Exercise requirements:
Among the entries below, find the lines with "نیلوفر" and copy them.
==========
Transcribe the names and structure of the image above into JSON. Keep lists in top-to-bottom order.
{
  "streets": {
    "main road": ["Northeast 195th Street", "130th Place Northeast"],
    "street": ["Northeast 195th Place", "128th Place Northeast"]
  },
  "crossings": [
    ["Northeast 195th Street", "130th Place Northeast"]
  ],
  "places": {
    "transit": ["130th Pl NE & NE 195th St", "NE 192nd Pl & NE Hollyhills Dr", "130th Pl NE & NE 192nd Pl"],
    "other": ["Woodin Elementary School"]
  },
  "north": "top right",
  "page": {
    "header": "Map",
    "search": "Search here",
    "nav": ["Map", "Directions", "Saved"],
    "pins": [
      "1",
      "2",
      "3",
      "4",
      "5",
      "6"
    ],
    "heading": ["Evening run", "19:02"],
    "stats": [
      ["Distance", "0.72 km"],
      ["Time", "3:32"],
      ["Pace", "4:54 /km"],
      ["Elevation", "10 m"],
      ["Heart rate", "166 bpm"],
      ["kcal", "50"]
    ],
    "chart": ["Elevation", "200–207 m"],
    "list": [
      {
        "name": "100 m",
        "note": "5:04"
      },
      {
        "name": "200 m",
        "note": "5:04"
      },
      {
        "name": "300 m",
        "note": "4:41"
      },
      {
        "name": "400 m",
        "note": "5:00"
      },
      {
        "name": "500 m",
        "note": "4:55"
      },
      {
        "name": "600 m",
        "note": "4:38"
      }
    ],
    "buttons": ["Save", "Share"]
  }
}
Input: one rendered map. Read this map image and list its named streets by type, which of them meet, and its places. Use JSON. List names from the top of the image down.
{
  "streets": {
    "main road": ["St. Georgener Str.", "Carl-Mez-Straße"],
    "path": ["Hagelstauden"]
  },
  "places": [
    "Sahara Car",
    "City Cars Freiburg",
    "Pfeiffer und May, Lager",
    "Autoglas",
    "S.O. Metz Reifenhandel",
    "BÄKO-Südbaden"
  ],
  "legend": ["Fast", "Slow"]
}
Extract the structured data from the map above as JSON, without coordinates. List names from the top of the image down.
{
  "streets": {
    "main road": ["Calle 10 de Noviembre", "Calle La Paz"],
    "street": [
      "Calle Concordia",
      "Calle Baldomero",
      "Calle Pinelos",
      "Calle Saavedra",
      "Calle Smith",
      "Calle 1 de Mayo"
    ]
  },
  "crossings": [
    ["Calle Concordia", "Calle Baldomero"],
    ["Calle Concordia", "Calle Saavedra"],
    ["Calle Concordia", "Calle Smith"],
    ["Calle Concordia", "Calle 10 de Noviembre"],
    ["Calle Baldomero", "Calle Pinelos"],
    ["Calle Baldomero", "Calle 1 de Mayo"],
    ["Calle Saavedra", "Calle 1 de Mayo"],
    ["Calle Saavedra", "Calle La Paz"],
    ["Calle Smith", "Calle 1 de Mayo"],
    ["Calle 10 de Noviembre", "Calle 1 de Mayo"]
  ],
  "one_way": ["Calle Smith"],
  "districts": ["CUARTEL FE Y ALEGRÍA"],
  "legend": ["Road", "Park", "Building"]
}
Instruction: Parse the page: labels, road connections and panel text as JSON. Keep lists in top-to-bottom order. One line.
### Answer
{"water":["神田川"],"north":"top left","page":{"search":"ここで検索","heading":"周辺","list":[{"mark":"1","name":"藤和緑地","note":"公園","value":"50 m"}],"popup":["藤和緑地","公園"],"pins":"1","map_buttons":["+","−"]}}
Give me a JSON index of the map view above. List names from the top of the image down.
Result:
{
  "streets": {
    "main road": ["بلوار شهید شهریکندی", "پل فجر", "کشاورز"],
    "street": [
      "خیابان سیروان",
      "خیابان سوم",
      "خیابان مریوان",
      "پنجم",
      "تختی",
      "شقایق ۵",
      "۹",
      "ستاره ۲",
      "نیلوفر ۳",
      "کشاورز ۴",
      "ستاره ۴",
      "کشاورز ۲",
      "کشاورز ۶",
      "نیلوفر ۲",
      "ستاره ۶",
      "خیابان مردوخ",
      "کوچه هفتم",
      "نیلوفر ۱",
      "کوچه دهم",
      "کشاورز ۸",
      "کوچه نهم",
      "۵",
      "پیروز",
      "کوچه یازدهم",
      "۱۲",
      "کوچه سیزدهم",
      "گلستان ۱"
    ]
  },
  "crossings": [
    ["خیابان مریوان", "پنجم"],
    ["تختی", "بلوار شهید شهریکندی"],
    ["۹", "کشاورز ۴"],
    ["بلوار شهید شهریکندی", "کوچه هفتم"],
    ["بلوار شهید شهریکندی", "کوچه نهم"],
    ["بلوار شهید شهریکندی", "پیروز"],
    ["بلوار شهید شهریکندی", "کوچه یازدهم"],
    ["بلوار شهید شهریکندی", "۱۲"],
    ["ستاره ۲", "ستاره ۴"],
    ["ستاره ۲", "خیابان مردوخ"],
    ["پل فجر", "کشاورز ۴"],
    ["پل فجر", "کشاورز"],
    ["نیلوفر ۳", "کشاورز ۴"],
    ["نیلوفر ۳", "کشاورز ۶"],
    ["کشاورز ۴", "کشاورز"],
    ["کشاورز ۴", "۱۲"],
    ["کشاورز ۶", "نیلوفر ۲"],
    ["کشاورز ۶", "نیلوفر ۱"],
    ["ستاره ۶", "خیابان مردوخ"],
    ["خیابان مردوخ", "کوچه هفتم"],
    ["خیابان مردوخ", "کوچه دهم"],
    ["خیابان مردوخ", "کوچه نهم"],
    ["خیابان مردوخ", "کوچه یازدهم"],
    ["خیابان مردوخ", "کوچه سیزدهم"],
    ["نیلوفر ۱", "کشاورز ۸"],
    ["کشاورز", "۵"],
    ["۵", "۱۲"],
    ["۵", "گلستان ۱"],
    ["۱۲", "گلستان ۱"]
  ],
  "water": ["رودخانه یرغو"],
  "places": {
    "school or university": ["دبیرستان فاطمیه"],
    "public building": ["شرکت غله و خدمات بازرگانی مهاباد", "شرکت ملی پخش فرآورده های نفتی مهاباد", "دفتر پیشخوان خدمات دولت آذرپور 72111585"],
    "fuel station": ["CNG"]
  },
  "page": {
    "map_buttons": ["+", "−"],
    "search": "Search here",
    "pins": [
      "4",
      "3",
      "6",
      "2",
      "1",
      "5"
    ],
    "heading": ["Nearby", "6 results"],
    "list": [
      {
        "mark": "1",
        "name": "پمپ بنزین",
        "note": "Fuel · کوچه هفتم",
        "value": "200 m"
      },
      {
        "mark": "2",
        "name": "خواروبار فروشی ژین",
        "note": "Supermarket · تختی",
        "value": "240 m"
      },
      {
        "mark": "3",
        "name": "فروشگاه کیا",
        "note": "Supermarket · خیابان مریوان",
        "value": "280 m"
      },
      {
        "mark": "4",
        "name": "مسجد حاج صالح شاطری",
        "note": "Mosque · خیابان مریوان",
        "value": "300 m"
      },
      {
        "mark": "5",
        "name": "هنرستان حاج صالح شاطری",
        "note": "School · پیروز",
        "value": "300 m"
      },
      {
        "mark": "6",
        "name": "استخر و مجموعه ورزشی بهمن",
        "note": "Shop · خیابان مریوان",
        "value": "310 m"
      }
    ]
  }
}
==========
Written solution:
      "نیلوفر ۳",
      "نیلوفر ۲",
      "نیلوفر ۱",
    ["نیلوفر ۳", "کشاورز ۴"],
    ["نیلوفر ۳", "کشاورز ۶"],
    ["کشاورز ۶", "نیلوفر ۲"],
    ["کشاورز ۶", "نیلوفر ۱"],
    ["نیلوفر ۱", "کشاورز ۸"],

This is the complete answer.